Kindle e-book piracy accelerates
Several months ago I set up a Google alert for my book, "Knife Music,"
to keep abreast of anything anybody was saying--good or bad--about the
thing. Over the months I've received news of the occasional blog post
and tweets, but more recently I popped open an alert to learn that my
book was being pirated--both as a separate file and part of two larger
Torrents called 2,500 Retail Quality Ebooks (iPod,
iPad, Nook, Sony Reader) and 2,500 Retail Quality Ebooks for Kindle (MOBI).
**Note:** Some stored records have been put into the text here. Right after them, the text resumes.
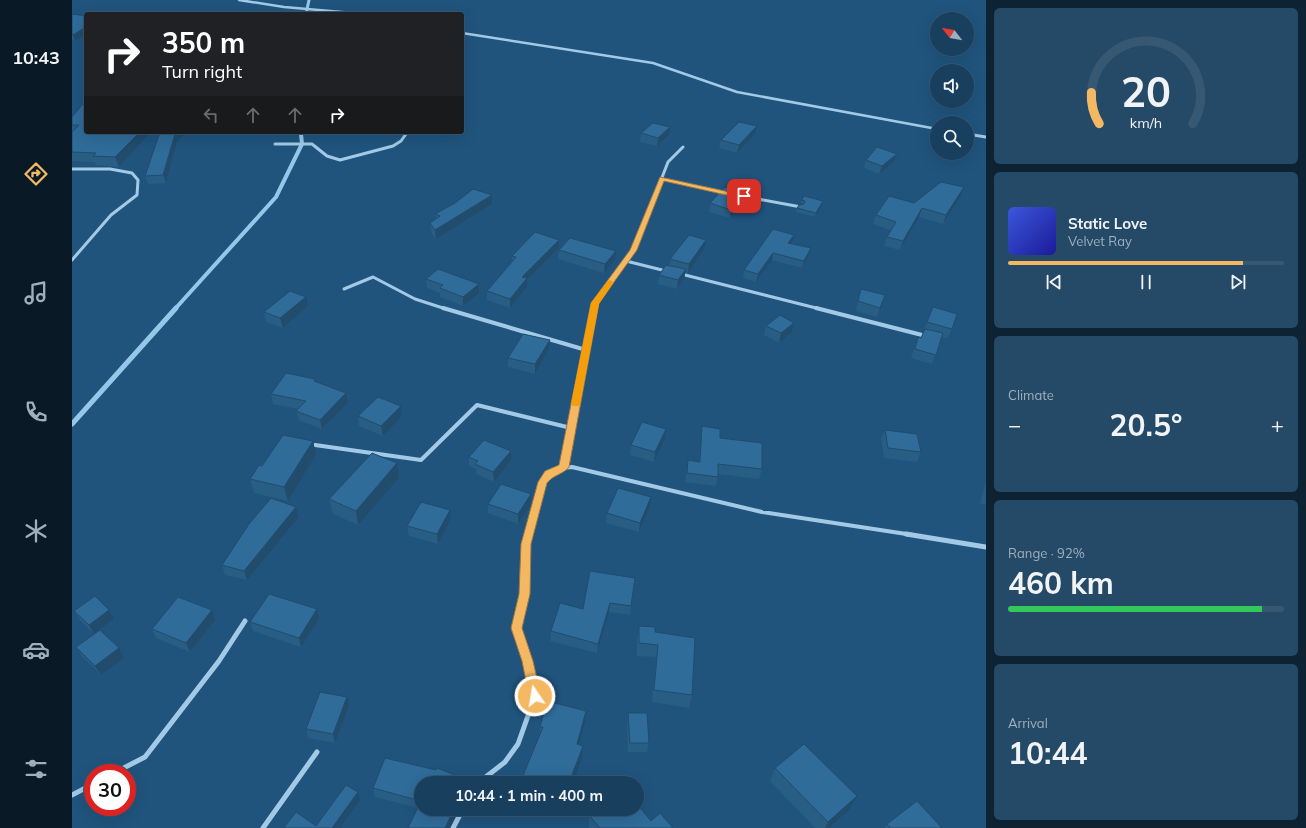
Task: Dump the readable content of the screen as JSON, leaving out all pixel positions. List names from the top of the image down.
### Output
{
  "north": "top left",
  "page": {
    "tabs": "10:43",
    "turn": ["350 m", "Turn right"],
    "song": ["Static Love", "Velvet Ray"],
    "tile": [
      "Climate",
      ["Range · 92%", "460 km"],
      ["Arrival", "10:44"]
    ],
    "heat": ["−", "20.5°", "+"],
    "limit": "30",
    "trip": "10:44 · 1 min · 400 m",
    "gauge": ["20", "km/h"]
  }
}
I had the strange reaction of being both dismayed and weirdly honored
that someone had selected my book to strip free of its copy-protection
(DRM) and include as part of a collection of "quality" e-books, many of
which were from very good authors.
OK, so the use of the term "quality" was a reference to the formatting
of the e-books and not the quality of the actual work, but for a moment I
wasn't too bothered. After all, if someone downloads 2500 books, what
are the odds he or she is going to even bother looking at yours? I was
probably only losing a few bucks, especially considering my e-book is
currently priced at $3.99, which only leaves me with about 50 cents a
book after the publisher, e-book seller, and agent, take their cuts.
Even if I missed out on selling 200 e-books, that's a mere $100. No big
deal, right?
Well, obviously, for big authors, this whole pirating thing presents a
bigger problem--and a bigger loss. But that isn't what dismayed me so
much (sorry, but when you're a little guy, you don't care so much about
how much the big guys are losing). Rather, what's shocking, and what the
publishers should be most concerned about, is the fact that a library
of 2,500 books can be downloaded in a matter of hours. E-books are small
files and 2,500 of them can be packed into a single download (Torrent)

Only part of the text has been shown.